WORK TO COMPLETE » Among the records, which lines hold the word "object"? Pick them out.

MATERIAL FOR THE TASK »
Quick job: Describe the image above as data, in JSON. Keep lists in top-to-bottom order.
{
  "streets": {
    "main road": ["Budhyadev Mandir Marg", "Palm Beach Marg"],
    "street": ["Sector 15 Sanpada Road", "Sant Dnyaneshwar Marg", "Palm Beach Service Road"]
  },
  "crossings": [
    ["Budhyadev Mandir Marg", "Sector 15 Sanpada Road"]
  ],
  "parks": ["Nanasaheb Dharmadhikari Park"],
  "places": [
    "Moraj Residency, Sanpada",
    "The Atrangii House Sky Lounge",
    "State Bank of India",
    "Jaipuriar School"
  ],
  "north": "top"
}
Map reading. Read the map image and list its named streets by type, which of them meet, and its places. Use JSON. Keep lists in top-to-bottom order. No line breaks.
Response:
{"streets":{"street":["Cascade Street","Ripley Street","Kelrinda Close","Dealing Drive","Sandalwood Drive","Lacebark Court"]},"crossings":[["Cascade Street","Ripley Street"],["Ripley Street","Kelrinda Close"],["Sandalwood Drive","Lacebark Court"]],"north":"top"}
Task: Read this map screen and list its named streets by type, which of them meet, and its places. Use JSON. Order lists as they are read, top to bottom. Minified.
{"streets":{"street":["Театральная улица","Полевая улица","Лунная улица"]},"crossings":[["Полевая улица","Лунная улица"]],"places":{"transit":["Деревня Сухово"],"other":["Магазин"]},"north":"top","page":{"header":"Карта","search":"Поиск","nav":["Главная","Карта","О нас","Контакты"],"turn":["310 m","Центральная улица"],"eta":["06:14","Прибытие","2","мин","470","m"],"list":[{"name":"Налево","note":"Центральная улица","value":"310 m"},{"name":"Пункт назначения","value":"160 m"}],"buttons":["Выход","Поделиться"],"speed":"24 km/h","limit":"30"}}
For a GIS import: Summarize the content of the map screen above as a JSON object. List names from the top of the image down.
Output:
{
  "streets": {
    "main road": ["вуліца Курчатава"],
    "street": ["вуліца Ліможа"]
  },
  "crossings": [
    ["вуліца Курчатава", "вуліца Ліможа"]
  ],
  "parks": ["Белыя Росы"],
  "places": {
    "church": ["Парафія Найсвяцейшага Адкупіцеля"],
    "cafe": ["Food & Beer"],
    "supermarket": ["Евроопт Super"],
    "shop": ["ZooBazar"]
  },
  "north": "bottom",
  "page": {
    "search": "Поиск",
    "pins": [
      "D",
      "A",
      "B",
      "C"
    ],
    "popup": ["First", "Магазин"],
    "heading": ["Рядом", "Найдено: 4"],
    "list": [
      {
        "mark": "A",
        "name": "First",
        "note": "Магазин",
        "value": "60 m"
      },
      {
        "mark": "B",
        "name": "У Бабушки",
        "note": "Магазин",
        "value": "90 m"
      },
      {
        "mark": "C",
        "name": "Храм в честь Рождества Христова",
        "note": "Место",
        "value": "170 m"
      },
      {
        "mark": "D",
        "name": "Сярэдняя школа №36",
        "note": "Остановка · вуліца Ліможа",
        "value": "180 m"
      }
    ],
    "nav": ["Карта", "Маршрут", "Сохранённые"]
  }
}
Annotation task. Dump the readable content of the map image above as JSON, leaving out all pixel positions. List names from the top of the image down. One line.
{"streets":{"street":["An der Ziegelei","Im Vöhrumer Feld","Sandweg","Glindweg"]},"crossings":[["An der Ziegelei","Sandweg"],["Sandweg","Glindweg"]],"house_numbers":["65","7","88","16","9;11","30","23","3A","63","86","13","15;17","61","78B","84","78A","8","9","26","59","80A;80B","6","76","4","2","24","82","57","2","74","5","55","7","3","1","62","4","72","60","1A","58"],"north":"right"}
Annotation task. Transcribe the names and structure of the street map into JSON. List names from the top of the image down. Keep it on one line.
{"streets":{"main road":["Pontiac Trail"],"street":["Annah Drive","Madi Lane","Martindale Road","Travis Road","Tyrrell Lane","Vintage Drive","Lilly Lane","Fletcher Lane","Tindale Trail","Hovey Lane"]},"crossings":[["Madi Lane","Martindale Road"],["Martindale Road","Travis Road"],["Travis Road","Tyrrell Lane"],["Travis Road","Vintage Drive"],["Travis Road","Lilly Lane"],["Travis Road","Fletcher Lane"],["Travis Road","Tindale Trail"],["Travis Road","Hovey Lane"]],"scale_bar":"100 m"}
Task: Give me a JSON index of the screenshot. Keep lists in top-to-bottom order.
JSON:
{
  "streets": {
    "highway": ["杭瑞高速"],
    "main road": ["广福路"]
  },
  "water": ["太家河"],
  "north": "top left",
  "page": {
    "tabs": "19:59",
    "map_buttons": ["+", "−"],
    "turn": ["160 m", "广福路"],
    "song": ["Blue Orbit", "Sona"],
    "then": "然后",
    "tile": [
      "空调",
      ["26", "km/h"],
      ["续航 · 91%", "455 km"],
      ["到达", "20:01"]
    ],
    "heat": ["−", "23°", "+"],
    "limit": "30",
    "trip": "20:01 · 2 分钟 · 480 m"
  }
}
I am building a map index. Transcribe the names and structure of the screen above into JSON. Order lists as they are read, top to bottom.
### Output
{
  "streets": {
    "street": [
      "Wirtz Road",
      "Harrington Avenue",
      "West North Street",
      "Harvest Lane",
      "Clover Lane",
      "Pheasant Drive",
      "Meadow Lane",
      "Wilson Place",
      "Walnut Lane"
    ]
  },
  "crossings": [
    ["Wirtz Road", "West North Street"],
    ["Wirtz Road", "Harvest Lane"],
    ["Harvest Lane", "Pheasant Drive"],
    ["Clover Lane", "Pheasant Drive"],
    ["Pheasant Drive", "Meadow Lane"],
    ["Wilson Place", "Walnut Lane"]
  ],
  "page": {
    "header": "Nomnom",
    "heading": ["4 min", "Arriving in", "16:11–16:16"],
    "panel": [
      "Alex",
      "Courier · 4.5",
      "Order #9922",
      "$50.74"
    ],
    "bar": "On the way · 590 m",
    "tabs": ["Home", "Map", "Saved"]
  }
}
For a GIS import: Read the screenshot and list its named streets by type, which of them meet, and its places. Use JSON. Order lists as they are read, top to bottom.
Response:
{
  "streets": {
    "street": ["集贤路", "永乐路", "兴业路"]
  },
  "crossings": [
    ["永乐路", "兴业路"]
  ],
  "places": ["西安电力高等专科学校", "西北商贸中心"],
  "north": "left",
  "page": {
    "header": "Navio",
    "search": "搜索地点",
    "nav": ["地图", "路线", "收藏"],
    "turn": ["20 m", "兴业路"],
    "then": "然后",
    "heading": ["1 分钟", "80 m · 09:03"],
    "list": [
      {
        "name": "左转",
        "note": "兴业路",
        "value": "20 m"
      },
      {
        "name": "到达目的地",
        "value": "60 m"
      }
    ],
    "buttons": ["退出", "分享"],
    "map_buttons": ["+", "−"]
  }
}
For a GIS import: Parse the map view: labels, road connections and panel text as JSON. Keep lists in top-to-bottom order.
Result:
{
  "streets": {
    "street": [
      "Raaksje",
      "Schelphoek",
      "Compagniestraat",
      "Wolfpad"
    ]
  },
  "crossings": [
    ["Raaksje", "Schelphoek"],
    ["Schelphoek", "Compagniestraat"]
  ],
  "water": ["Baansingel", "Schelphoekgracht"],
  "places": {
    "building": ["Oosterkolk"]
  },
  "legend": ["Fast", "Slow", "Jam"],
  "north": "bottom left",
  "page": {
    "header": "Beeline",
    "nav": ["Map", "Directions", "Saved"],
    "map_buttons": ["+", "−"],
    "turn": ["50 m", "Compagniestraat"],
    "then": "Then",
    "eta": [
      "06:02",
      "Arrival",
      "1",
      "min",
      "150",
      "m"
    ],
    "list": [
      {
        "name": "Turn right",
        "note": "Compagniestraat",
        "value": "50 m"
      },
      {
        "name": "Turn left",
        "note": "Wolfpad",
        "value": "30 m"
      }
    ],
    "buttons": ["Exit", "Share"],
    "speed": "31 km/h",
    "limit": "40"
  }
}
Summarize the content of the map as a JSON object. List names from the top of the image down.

WORKED SOLUTION »
For a GIS import: Summarize the content of the map screen above as a JSON object. List names from the top of the image down.
Summarize the content of the map as a JSON object. List names from the top of the image down.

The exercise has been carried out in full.